Written by Andrea Desjardins
We can no longer refer to Alex Silas as simply a “rapper”. Thanks to his debut two part album release ROOTS: The Opera of June Mañana, it has become evident we must instead refer to him as a full-blown musician. Alongside The Subterraneans, two of Ottawa’s most stylish individuals with instruments and a turntable, Silas encompasses one of the major and most important qualities of a truly well rounded musician; versatility. ROOTS brags of musical styles ranging from spoken word, rapping, singing, as well as live instrumentation (drums, bass, accordion, violin and more) in addition to electronic production, done by Bryan Ruckstuhl and Silas himself.
ROOTS has an interesting back story; with Silas quoting on his website (www.alexsilas.com) that the thought and emotional process of creating and writing the album lead to the development of having two parts; Disc 1: Tiger Lily and Disc 2: Lotus. The dual disc album speaks to the many themes of ROOTS, the most obvious being where he has come from and what he has had to overcome to get where he is today.
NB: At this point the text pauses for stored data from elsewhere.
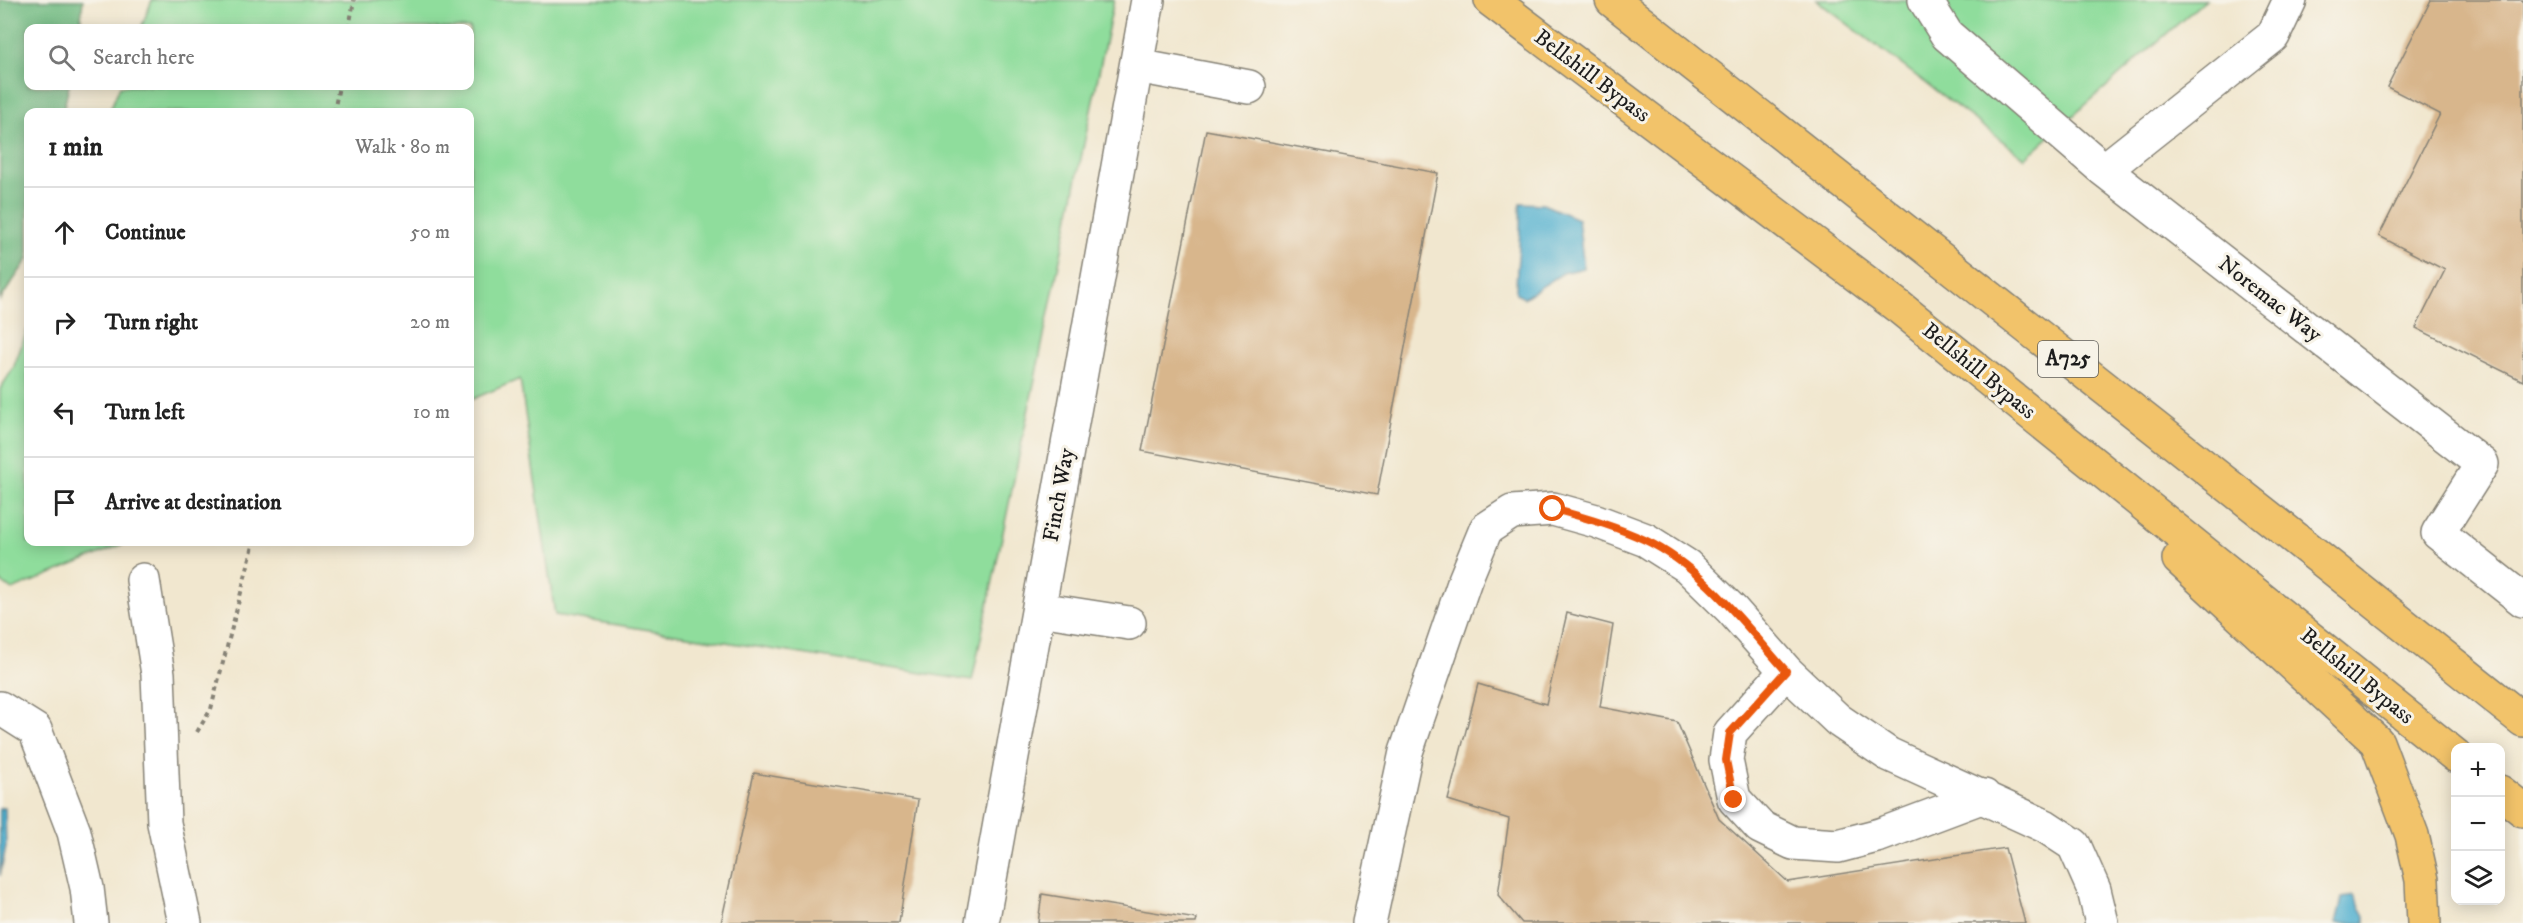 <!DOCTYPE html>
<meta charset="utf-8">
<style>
body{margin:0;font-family:"IM FELL DW Pica",serif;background:#f2f2f2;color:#222}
.controls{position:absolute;right:18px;bottom:18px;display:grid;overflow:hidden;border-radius:12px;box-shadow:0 3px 15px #0003}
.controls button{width:54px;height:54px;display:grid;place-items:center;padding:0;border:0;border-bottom:2px solid #e0e0e0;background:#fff;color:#222;font:30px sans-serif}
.stop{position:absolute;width:18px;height:18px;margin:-14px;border:4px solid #ea580c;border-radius:50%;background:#fff}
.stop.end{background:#ea580c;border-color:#fff;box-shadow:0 2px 6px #0008}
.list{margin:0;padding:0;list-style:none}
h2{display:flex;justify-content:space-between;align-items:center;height:78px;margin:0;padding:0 24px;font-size:26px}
h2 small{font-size:20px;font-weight:400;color:#767676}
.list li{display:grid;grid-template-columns:39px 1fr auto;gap:18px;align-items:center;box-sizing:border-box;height:90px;padding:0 24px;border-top:2px solid #e0e0e0}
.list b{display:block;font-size:22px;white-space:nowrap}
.list em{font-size:20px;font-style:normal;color:#767676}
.icon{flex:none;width:33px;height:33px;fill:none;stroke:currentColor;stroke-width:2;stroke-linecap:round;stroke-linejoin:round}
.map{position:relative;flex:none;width:2523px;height:923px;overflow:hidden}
.search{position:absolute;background:#fff;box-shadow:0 3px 15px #0003;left:24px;top:24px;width:450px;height:66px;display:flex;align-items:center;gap:15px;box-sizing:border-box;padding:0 21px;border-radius:12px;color:#767676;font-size:22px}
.panel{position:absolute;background:#fff;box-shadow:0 3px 15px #0003;left:24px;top:108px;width:450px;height:438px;border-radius:12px}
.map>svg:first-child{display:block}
.green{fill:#8fdd9c;stroke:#567c5c;stroke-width:1.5}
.forest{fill:#73bc84;stroke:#486c50;stroke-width:1.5}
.water{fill:#51b0d0;stroke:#366676;stroke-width:1.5}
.building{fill:#d8b68c}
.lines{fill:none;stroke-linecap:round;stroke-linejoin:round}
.minor-casing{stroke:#868276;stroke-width:36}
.highway-casing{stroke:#868276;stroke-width:36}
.path{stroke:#868276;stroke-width:4;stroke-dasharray:4.5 4.5;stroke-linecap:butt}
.minor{stroke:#fff;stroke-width:33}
.highway{stroke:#f2c36a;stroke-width:33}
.route{stroke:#ea580c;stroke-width:8}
.labels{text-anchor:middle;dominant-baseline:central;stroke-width:6;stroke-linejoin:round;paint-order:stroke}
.shield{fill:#f7f3e8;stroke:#5e5c59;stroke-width:1.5}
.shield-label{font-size:21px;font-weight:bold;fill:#1c1c1c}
.street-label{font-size:22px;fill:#1c1c1c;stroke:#f7f3e8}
</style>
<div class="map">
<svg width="2523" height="923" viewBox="0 0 2523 923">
<rect width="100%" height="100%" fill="#f7f3e8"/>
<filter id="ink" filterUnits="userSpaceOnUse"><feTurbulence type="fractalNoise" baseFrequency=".0167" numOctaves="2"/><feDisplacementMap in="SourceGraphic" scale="12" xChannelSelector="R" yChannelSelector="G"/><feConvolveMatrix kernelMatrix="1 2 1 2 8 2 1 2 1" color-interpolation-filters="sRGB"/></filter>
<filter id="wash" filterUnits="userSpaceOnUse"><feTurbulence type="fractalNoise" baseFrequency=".008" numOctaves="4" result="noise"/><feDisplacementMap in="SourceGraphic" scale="24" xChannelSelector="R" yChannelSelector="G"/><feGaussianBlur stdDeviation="1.35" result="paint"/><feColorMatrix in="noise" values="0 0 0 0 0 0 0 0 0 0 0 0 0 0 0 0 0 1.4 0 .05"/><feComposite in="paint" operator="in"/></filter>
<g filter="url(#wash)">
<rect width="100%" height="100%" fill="#f1e7cf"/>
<path class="green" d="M 152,0 L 1114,0 L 972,681 L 555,615 L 520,379 L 470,400 L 470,112 L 109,112 L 120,86 L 470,86 L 470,28 L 141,28 Z
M 1816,0 L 2205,0 L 2025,158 Z
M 28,328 L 28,542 L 128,542 L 12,590 L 0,581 L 0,389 L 13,369 Z"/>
<path class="forest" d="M 0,0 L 83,0 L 80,28 L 28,28 L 28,86 L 69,86 L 63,112 L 28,112 L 28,259 L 0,300 Z"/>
<path class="water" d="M 1520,203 L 1543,204 L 1578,219 L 1584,268 L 1563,273 L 1524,298 L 1516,294 C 1516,262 1522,235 1520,203 Z
M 0,808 L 5,808 L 6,846 L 0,876 Z
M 2354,896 L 2365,916 L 2365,923 L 2336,923 L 2342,898 Z"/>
<g id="blocks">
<path class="building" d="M 2431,0 L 2523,0 L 2523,381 L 2416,328 L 2445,270 L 2379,236 L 2440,114 L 2387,87 Z
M 1206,130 L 1438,173 L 1377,495 L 1142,451 Z
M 1567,613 L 1613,625 L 1600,707 L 1677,722 L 1719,819 L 1788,882 L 2005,848 L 2025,923 L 1522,923 L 1498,895 L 1509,819 L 1448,800 L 1478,684 L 1546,704 Z
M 754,773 L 918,800 L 899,923 L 721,923 Z
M 1042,894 L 1197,919 L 1196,923 L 1038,923 Z"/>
</g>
</g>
<g filter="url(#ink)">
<use href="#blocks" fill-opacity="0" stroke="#868276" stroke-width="1.5"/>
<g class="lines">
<defs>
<path id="minor" d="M 1925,0 L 1947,35 L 2104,170 L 2482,464 L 2438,533 L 2523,600
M 1137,66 L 1249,87
M 2104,170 L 2273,36 L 2290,0
M 143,580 L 158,674 L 164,823 L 185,923
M 1039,609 L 1129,623
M 1786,671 L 1730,733 L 1726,760 L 1734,799 L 1760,827 L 1793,843 L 1838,846 L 1880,835 L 1984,796
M 0,708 L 35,730 L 74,832 L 87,888 L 91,923
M 982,923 L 1148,0
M 1369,923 L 1406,752 L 1465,580 L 1486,529 L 1512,512 L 1553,509 L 1596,521 L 1646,540 L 1687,566 L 1732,610 L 1786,671 L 1838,720 L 1888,754 L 2045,826 L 2074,845 L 2094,890 L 2102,923"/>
<path id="highway" d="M 1491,0 L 1899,307 L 2456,756
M 1612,0 L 2281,527 L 2523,720
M 2179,559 L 2377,742 L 2412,835 L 2422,880 L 2424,923
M 2500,792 L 2523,810"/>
</defs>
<use href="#minor" class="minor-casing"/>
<use href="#highway" class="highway-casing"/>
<path class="path" d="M 349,28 L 354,0
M 334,112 L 339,86
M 197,732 L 211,709 L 254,542"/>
<use href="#minor" class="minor"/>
<use href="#highway" class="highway"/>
</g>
</g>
<g class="lines" filter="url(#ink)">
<path class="route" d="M 1553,509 C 1584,517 1615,526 1645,540 C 1702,567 1744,624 1786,671 L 1730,733 L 1726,760 L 1734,800"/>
</g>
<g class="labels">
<rect class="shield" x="2038" y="341" width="60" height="36" rx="4.5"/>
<g class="shield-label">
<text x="2068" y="359">A725</text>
</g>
<g class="street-label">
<text transform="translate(1592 76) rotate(37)">Bellshill Bypass</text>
<text transform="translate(2270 299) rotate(38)">Noremac Way</text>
<text transform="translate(1979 371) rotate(39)">Bellshill Bypass</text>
<text transform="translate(1059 495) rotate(-80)">Finch Way</text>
<text transform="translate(2357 676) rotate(39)">Bellshill Bypass</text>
</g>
</g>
</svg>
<div class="controls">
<button>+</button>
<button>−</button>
<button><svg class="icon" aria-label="layers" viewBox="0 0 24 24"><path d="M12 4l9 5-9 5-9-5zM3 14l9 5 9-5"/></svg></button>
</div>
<div class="stop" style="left:1553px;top:509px"></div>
<div class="stop end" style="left:1734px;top:800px"></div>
<div class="search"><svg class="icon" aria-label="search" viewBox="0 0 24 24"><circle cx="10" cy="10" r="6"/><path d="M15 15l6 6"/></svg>Search here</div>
<section class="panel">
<h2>1 min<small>Walk · 80 m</small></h2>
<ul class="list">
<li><svg class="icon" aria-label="ahead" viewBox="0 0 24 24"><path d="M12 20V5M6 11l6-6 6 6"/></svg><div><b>Continue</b></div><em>50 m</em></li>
<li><svg class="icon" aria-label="right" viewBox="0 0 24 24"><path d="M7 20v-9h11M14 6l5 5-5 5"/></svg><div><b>Turn right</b></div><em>20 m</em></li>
<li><svg class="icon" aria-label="left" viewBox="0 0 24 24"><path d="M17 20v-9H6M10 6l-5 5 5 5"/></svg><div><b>Turn left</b></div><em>10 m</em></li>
<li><svg class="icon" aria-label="arrive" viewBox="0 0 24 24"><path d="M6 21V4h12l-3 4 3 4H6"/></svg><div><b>Arrive at destination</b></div></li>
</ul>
</section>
</div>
Both discs contain thought provoking material that clearly come directly from the heart of Silas as he touches on real life issues young people often struggle with; deaths of loved ones, bullying, break ups, substance abuse, and self struggle.
You’re probably thinking “great, another ‘poor me’ album”, but have no fear, ROOTS is far from a soundtrack for a self-pity party. While both discs have clear themes which is evident from the album artwork alone; Lotus being the darker, edgier side with twisted tracks like “Zombeez”, featuring Ottawa’s The Adding Machine, and Tiger Lily portraying a more whimsical, carefree side of Silas as seen in “Lions, and Tigers and Bears” with Karolinka, both discs mirror themes of their counterparts.
Tiger Lily has its share of material with a more serious undertone, as seen with the track Spruce Tree; a spoken story about some of Silas’ childhood struggles told in his own words amidst a background of guitar chords; this is the last track on disc one, a proper send off into the darker depths of Disc 2: Lotus. However, as previously mentioned, Lotus isn’t all dark and melancholy; the track “Went From” is a light hearted anthem about personal growth and development, featuring samples from fellow musicians and friends to underline the idea that we are all unique and special as a result of our individual experiences.
ROOTS: The Opera of June Mañana successfully displays the duality of light and dark, as well as the idea of feeling in control while seemingly having no control at the same time. Silas’ ability to alternate between these two perspectives without giving the listener whiplash is a true indication of his musical growth and talent thus far. With this album he gives the listener a piece of himself; a vulnerable and exposed piece that inspires us to follow his lead and embrace the positive and negative aspects of life in their entirety, and be at peace with who we are. We expect nothing less from the work of a hip hop hippie.